Utilizing an Optogenetic System for Manipulating Protein Localization in Fission Yeast

Abstract

The cellular function of a protein is largely dependent upon proper localization, particularly in complex protein networks that regulate stages of cell division. Many of these regulatory proteins are highly conserved and essential for cell viability. As a result, manipulating protein function in vivo often involves controlling expression levels using inducible promoters or generating point mutations to disrupt function, both of which have limited temporal resolution for observing phenotypes. An emerging technology to manipulate the function of essential proteins involves the field of optogenetics. This approach utilizes light‐inducible dimerization modules to enable rapid, reversible spatial and temporal manipulation of in vivo protein localization.
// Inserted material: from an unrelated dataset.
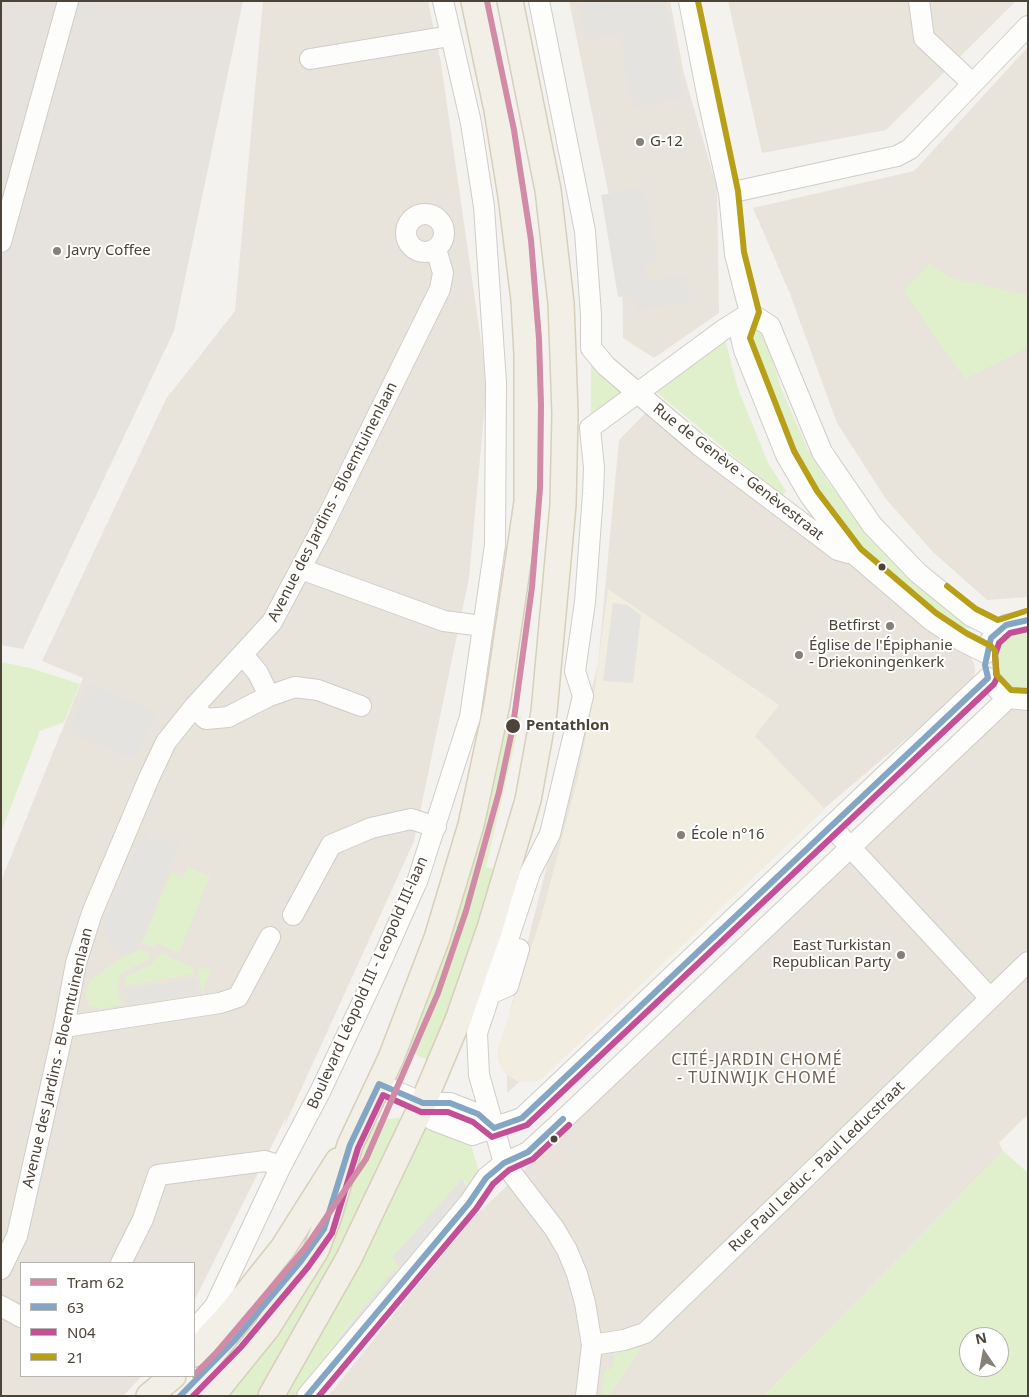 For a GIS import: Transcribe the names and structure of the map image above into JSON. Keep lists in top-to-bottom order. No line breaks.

Transiently altering protein localization to temporarily disrupt protein function can provide insight into how that protein contributes to a cellular pathway.In this study, we utilize molecular cloning to adapt a CRY2‐CIBN optogenetic light‐inducible dimerization system into common fission yeast expression vectors. These vectors enable us to incorporate genetically encoded cryptochrome fusion tags onto genes of interest in their native locus of the fission yeast genome using homologous recombination. We can then induce dimerization of the CRY2‐CIBN domains in the resulting tagged‐proteins in a rapid and reversible manner using 488nm light, which alters their spatio‐temporal localization in vivo allowing for direct observation of the downstream effects on cellular processes in real time. We utilize this system to manipulate localization of an essential regulatory kinase involved in cytokinesis as a method to further characterize its contribution to successful cell division. This optogenetic system is a valuable tool for studying the fission yeast cell cycle that enables researchers to better understand the role proteins play in regulation of this essential, highly conserved process.This abstract is from the Experimental Biology 2018 Meeting. There is no full text article associated with this abstract published in The FASEB Journal.